In [1]:
import itertools
import numpy as np

import plotly.express as px
import plotly.graph_objects as go

In [2]:
import weaviate
from weaviate.classes.config import Property, DataType, Configure
from weaviate import collections as col
from weaviate.classes.query import Filter
from weaviate.classes.init import AdditionalConfig, Timeout

client = weaviate.connect_to_local(
    additional_config=AdditionalConfig(
        timeout=Timeout(init=20, query=120, insert=120)  # Values in seconds
    ))

# Populate

## Common Words Dataset

In [122]:
import nltk
from nltk.corpus import brown
from collections import Counter

# Download the brown corpus if you haven't already
nltk.download('brown')

# Get words from the Brown corpus
words = brown.words()

# Count the frequency of each word
word_freq = Counter(words)

# Get the most common words
most_common_words = word_freq.most_common(10000)

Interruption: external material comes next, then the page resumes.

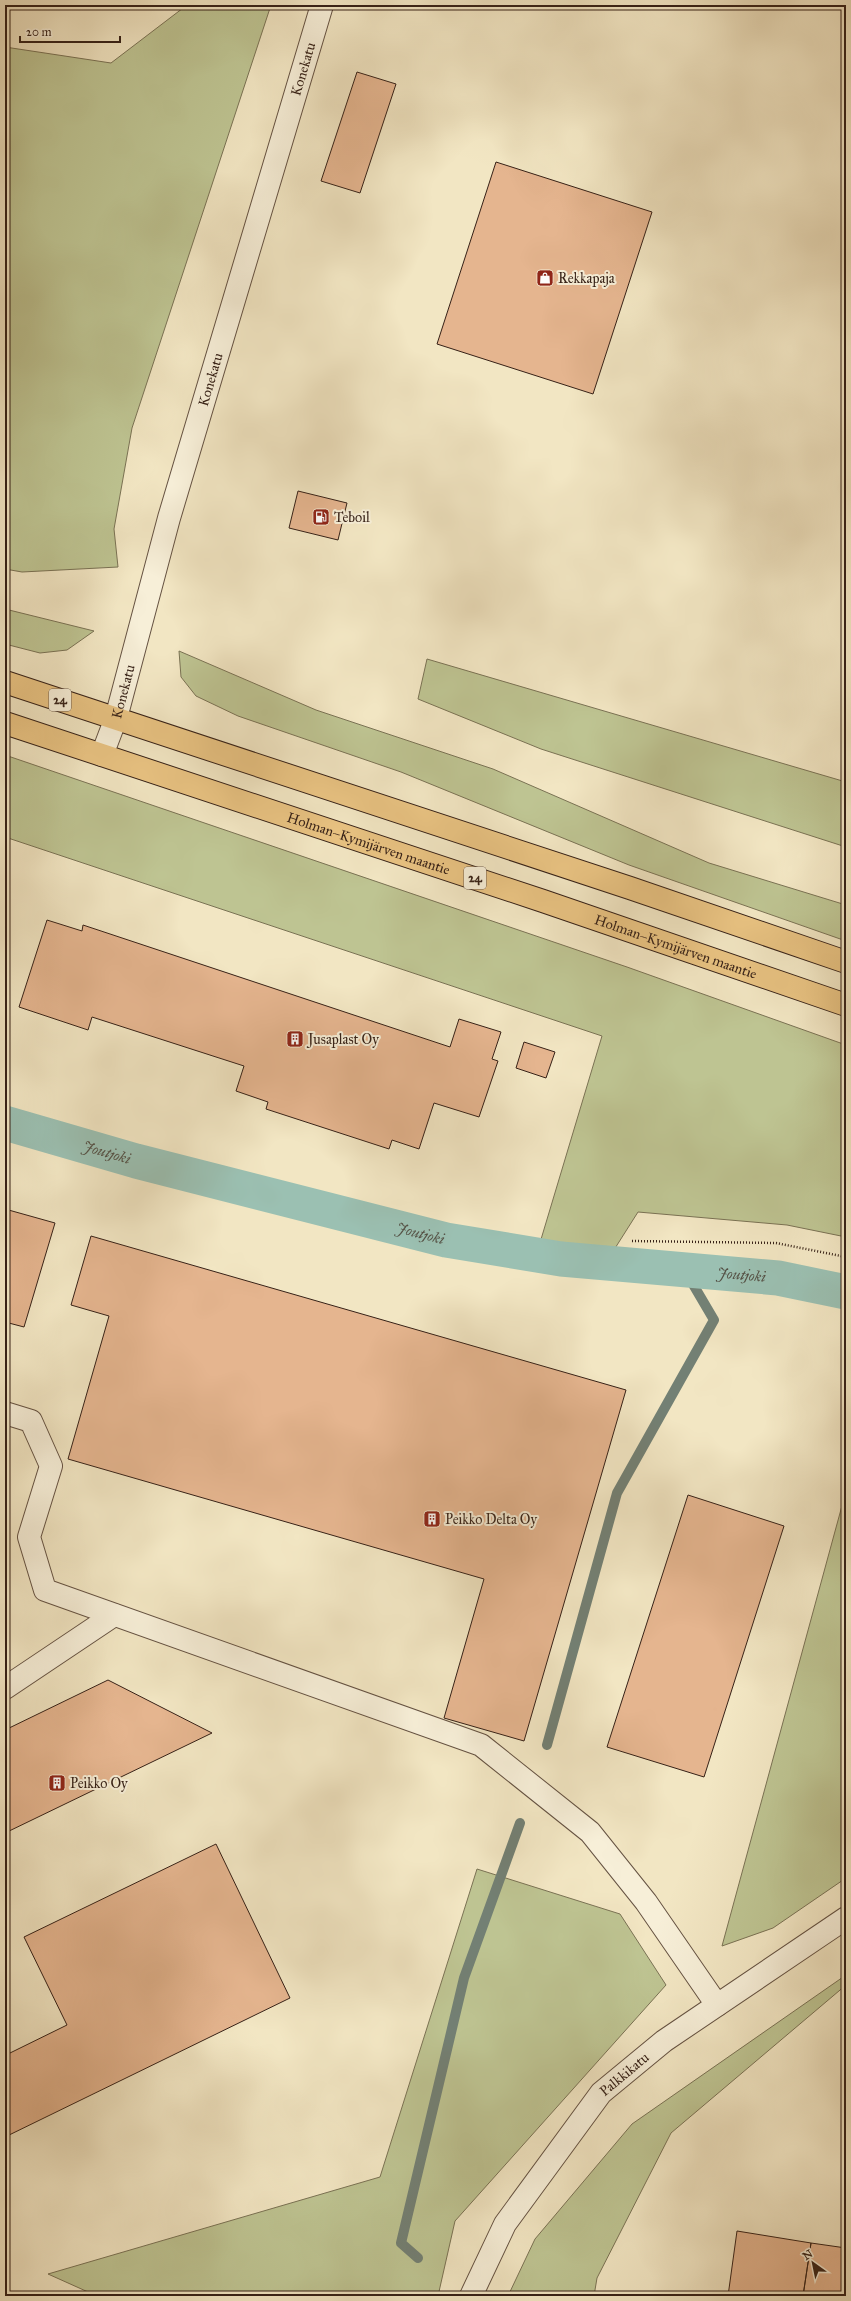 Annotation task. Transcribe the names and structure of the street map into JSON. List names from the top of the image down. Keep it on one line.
{"streets":{"highway":["24","Holman–Kymijärven maantie"],"street":["Konekatu","Palkkikatu"]},"crossings":[["Konekatu","24"],["Konekatu","Holman–Kymijärven maantie"]],"water":["Joutjoki"],"places":{"shop":["Rekkapaja"],"fuel station":["Teboil"],"building":["Jusaplast Oy","Peikko Delta Oy","Peikko Oy"]},"scale_bar":"20 m","north":"top left"}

[nltk_data] Downloading package brown to
[nltk_data]     C:\Users\cdalz\AppData\Roaming\nltk_data...
[nltk_data]   Package brown is already up-to-date!


In [123]:
word = client.collections.create(
    "Word",
    properties=[
        Property(name="word", data_type=DataType.TEXT),
    ],
    generative_config=Configure().Generative().ollama(api_endpoint="http://weaviate_ollama_1:11434", model= "llama3"),
    vectorizer_config=Configure().Vectorizer().text2vec_ollama(api_endpoint="http://weaviate_ollama_1:11434")
)

In [128]:
import tqdm

with word.batch.dynamic() as batch:
    for w, _ in tqdm.tqdm(most_common_words):
        batch.add_object(
            properties={
        "word": w
    }
        )

100%|██████████| 10000/10000 [13:52<00:00, 12.01it/s]


## ML Paper Dataset

In [78]:
from datasets import load_dataset

In [93]:
dataset = load_dataset("CShorten/ML-ArXiv-Papers")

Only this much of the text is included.